It’s 1943, and scientist David Herdg has volunteered to be part of an experiment examining the power of radar technology.  But a snafu hurtles him through a time portal and lands him five decades into the future.  In the meantime, a parallel trial taking place in 1993 also goes awry, transporting a military plane to Nazi Germany.  Can Herdeg find his way back home and save civilization from certain ruin?

Of all the movies to receive a sequel, I don’t think anyone was expecting one to the 1984 cult sci-fi flick The Philadelphia Experiment.  Especially this far from the original’s release.  But, low and behold, here we are, nine years after the release of the original, with the continuing adventures of everybody’s favorite time displaced World War II Navy man.  Only now, he’s a widower with a son trying to live a quiet life, only now the Philadelphia Experiment has been resurrected, and his life gets all kinds of wibbly-wobbly timey-wimey when he finds himself in an alternate timeline, where the Nazis won World War II, and America is now under its iron grip.  That’s one heck of a thing to wake up to.

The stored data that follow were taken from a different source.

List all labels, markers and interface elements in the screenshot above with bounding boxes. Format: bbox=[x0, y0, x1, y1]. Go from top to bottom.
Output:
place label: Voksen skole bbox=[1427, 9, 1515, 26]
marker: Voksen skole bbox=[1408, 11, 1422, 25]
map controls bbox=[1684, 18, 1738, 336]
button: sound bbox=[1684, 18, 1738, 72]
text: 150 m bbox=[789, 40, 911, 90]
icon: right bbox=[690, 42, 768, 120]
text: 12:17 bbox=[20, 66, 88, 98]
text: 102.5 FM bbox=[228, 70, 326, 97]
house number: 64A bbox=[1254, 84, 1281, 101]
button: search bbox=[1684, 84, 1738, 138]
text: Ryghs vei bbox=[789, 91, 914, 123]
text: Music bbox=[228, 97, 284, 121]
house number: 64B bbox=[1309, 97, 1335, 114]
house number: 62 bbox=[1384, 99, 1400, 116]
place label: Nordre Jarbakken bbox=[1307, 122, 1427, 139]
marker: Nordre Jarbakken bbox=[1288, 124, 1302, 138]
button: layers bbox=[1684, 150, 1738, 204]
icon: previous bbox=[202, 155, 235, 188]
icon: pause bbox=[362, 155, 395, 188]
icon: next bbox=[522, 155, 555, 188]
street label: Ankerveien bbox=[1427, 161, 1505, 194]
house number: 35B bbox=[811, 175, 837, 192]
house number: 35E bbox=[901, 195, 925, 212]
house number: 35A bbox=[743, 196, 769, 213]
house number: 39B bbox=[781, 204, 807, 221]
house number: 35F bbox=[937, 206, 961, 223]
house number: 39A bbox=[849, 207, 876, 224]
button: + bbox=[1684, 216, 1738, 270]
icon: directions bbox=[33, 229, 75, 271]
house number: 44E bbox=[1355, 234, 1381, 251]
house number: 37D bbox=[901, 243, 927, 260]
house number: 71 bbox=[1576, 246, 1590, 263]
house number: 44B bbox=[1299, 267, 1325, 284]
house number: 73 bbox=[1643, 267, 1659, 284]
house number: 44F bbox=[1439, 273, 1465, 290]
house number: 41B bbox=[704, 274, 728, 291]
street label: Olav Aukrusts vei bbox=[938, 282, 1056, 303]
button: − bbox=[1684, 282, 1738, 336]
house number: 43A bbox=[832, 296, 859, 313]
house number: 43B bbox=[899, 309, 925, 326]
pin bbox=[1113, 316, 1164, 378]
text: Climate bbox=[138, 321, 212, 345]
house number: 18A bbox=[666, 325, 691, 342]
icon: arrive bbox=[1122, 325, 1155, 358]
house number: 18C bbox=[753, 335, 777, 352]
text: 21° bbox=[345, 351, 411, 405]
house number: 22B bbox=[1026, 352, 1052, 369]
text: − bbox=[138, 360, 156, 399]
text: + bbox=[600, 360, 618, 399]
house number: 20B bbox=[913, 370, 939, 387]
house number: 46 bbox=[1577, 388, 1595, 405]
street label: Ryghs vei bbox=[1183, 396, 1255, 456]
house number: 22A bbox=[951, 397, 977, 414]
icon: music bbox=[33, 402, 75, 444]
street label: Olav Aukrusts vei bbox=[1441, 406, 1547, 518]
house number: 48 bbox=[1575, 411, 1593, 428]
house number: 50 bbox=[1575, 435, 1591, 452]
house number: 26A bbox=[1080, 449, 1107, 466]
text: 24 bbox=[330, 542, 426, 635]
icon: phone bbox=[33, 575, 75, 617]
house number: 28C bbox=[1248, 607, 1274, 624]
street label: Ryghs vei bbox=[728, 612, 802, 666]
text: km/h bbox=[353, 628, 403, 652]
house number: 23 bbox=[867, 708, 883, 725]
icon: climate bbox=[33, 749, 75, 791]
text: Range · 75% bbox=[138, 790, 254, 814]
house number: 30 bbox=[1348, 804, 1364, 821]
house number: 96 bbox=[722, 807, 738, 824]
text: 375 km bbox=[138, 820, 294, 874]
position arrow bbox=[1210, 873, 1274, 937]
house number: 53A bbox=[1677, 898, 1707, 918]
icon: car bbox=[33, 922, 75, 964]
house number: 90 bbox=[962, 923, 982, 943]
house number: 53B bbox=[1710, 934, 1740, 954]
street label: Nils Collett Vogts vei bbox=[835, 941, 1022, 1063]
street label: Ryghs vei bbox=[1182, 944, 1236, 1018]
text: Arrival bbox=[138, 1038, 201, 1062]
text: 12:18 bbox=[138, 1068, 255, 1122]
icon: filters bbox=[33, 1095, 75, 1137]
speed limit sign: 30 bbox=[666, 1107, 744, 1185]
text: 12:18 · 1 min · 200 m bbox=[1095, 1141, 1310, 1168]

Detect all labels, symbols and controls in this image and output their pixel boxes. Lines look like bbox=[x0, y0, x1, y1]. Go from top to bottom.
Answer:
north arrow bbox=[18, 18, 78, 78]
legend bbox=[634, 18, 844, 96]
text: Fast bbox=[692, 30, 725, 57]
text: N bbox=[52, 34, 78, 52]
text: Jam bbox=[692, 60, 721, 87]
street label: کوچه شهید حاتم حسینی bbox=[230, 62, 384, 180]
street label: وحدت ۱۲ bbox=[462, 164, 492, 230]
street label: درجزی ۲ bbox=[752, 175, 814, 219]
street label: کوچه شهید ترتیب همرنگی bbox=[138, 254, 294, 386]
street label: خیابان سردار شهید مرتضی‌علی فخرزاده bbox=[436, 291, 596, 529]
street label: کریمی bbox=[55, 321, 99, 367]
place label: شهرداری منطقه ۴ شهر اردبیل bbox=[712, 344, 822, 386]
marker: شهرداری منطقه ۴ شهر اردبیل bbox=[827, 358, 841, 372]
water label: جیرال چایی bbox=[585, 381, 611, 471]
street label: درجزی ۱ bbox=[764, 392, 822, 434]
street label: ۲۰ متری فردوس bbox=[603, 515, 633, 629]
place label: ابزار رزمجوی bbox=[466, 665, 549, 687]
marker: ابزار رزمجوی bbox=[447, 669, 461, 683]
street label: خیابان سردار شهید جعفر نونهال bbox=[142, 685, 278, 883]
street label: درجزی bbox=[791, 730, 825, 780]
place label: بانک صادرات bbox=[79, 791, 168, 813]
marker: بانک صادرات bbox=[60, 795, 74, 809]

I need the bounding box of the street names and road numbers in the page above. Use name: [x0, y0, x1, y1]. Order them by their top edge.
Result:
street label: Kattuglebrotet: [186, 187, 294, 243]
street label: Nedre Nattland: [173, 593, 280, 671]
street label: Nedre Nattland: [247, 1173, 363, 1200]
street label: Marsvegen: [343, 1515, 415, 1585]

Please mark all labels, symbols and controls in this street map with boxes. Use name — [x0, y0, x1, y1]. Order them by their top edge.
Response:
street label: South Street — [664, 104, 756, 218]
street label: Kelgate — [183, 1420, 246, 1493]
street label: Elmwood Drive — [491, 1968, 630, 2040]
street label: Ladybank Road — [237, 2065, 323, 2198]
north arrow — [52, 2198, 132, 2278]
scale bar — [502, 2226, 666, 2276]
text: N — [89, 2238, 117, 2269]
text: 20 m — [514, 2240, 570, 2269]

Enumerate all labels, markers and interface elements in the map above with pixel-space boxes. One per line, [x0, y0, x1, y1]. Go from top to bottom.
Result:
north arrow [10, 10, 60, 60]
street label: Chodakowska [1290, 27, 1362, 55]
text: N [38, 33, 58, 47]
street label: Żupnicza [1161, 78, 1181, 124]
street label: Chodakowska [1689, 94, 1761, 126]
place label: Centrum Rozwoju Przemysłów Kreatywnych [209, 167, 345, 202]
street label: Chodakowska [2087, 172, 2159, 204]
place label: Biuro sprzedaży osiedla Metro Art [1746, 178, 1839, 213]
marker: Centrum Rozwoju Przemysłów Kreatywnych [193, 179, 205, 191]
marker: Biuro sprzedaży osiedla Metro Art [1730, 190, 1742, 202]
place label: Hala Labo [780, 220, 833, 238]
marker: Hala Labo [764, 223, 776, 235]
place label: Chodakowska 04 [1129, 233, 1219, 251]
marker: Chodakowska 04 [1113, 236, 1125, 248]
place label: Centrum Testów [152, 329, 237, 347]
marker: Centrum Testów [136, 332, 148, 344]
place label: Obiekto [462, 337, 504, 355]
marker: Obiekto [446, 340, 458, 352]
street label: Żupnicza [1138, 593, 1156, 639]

Honestly, I have no idea whose idea it was to green light this sequel. The early 90s was kind of a transition period for genre movies.  Well, actually one could argue that the entire decade was off when it came to horror and sci-fi.  But especially in the first few years of the ’90s, it was evident that the formulas that worked in the 80s was losing its footing, and awkwardly tried to reform with the paradigm shift.

The Philadelphia Experiment 2 was one that got stuck in that quagmire (gigity).  I’m not sure if it would have done better or not had it been released a year or two prior to 1993.  But, something about this sequel seems…flat.

I’ll give some props to PE2 not just rehashing the same plot than the original, choosing to go the alternate reality route than time travel, through the time travel’s there too, at the end.  We have speculation on what America would be like now had the Nazis won WWII, and it’s just as bleak and dystopian as you would guess.  Fans of industrial will dig on the visuals, there.

Overall, while I find the story concept of The Philadelphia Experiment 2 more interesting, the original film from 1984 was far more entertaining, despite its glaring flaws.  Still, it does have its strong points, and is not terrible by any means.  Those who enjoy quantum mechanics theory might be inclined to rant a bit at the end, but that’s to be expected.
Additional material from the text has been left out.